Sehr geehrte, liebe Frau Bundeskanzlerin,

vor gut einem Monat las ich in der ‚Frankfurter Allgemeinen Zeitung (FAZ)‘ einen Beitrag von Ihnen, der mit den Worten „Motor für eine lebenswerte Welt“ überschrieben war. Ihr Ziel war es, die Leser/innen auf den G-7-Gipfel in Elmau inhaltlich einzustimmen.

Darin las ich den Satz: „Die G7 verbindet mehr als Wohlstand und Wirtschaftskraft: Sie teilen die Werte Freiheit, Demokratie und Menschenrechte.“

Zur gleichen Zeit las ich das Buch von Mohamedou Ould Slahi „Das Guantanamo Tagebuch“. In meinem 53 Jahre währenden Leben haben mich nur Bücher von Überlebenden der Konzentrationslager der Nazi-Diktatur ähnlich tief erschüttert.

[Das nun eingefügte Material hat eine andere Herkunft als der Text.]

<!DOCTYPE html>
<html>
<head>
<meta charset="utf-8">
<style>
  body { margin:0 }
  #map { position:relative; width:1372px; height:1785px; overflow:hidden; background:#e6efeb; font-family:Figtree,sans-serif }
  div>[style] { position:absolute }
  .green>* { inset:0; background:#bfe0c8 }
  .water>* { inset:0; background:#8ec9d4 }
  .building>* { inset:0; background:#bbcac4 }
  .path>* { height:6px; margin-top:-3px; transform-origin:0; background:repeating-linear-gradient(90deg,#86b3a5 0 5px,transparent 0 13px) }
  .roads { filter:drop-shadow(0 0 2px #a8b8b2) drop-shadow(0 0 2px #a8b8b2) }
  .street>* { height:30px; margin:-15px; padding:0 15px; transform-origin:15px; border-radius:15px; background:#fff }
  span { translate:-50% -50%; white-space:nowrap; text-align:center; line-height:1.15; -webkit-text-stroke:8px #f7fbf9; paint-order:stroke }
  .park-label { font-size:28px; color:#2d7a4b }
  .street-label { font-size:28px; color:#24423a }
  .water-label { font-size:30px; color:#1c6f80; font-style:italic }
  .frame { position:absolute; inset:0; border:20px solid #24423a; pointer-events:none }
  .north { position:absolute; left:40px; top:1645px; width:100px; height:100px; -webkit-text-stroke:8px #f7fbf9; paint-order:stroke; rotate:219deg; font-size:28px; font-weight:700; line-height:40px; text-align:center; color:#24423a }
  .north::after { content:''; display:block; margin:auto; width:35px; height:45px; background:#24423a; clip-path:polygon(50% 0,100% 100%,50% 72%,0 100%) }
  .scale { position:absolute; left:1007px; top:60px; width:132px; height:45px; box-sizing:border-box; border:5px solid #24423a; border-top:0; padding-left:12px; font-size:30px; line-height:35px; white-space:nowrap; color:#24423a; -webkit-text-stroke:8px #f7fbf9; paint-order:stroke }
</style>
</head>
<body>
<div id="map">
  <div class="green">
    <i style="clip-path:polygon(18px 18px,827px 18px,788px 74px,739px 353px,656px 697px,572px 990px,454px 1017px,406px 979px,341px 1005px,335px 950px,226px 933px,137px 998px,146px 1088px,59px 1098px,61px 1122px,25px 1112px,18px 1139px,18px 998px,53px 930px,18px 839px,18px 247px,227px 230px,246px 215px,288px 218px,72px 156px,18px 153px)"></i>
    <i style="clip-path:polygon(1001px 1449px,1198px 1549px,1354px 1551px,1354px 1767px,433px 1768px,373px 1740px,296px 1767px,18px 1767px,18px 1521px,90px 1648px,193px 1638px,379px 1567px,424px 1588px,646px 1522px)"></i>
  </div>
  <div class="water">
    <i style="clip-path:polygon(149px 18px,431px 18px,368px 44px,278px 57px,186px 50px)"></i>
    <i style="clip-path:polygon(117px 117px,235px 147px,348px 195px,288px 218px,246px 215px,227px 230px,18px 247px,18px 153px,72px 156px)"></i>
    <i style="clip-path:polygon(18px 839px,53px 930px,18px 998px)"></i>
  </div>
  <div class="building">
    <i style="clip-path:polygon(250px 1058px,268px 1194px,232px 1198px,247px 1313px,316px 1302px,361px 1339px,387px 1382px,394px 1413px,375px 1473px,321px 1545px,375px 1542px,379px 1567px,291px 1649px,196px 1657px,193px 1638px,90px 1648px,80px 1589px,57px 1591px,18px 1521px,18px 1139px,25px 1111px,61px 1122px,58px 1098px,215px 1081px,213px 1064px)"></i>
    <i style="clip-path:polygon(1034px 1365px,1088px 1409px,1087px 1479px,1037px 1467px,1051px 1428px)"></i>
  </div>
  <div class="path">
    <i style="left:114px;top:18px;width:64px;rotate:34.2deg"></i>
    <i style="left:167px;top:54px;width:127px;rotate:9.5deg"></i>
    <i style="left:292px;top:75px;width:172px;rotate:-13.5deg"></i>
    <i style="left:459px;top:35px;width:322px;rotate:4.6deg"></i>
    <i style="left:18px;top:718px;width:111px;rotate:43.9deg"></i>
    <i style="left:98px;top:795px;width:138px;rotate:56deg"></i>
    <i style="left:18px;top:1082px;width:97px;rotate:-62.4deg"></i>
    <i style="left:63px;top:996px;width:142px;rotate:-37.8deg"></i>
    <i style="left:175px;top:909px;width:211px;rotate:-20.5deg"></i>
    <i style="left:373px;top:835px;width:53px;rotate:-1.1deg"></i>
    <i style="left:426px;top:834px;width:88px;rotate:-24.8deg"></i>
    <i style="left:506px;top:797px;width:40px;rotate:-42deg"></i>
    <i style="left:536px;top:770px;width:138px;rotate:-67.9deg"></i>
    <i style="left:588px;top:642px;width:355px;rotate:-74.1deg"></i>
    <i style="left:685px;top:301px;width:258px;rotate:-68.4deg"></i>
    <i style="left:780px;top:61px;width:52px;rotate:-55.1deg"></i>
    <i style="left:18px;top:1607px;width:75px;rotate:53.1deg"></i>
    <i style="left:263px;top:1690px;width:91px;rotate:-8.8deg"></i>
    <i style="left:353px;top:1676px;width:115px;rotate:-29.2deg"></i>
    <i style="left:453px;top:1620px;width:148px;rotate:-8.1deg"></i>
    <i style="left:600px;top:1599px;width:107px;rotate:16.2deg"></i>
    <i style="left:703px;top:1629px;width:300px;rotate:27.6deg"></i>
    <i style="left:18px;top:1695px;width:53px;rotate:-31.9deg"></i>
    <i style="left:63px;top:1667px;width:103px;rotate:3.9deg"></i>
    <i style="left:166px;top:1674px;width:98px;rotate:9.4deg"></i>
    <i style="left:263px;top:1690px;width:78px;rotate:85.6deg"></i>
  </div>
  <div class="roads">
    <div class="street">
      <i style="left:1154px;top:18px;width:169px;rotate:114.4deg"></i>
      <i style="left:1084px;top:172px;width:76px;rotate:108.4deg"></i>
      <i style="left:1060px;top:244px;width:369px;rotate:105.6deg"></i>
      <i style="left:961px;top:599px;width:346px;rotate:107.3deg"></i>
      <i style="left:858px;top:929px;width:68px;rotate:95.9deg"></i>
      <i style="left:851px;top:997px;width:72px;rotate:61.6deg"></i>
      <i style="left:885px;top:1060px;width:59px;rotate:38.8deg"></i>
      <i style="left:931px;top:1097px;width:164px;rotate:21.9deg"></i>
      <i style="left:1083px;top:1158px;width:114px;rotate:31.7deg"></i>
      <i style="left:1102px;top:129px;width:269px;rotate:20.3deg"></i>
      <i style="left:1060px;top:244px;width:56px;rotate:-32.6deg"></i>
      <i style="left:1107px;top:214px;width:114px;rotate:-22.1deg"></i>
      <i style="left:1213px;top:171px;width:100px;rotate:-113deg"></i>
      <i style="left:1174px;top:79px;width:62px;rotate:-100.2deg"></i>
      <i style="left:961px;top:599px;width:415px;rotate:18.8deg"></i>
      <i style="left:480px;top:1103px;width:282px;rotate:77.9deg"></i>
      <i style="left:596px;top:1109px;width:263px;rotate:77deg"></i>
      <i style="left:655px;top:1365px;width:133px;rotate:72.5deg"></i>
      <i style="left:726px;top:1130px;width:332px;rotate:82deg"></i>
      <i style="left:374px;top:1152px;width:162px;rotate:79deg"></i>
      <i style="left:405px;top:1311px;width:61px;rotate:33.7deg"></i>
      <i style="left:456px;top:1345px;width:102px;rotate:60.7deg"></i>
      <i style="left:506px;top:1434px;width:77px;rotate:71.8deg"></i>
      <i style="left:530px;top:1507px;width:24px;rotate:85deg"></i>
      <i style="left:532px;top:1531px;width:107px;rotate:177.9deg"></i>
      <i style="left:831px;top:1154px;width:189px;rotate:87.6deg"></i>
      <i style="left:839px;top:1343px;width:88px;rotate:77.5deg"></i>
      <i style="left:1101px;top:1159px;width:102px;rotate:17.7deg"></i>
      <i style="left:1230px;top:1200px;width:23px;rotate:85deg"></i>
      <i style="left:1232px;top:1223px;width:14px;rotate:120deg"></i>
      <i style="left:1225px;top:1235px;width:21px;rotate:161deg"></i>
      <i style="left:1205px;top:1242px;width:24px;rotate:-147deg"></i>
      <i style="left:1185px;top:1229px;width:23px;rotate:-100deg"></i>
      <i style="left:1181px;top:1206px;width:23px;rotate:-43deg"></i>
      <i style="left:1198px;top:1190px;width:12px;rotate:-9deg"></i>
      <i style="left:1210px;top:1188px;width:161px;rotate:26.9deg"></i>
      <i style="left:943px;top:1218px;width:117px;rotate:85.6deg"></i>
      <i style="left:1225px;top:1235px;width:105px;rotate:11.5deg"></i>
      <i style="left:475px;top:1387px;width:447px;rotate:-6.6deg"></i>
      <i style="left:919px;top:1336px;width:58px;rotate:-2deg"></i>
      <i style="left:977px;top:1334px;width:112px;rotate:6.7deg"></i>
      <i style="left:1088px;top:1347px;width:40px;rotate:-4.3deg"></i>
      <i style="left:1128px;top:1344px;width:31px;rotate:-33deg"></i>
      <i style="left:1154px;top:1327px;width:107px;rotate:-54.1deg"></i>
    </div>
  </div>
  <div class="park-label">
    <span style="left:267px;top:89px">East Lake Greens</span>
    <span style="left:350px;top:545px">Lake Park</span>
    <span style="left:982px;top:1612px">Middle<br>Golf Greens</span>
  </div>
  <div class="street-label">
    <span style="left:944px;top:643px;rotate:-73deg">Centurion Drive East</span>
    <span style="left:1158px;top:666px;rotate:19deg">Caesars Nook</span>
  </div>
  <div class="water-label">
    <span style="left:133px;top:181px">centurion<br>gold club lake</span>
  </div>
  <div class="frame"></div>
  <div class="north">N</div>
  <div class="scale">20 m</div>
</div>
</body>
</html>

Mein Ansehen der „Vereinigten Staaten“ ist nach der Lektüre dieses 452-seitigen Buches auf dem Tiefstand. Das hätte ich mir nicht vorstellen können. Denn dort wird geschildert, wie ein unschuldiger Mensch in Guantanmo festgehalten, über Jahre gefoltert (!) und wie Dreck behandelt wird. Dort wird geschildert, wie Menschen sich im Recht fühlen, andere Menschen zu foltern und wie Dreck zu behandeln. Dort wird geschildert, dass ein Land sich im Recht fühlt, einzelne Menschen zu foltern und wie Dreck zu behandeln. Und ich spreche hier nicht von Nordkorea, sondern von den Vereinigten Staaten von Amerika!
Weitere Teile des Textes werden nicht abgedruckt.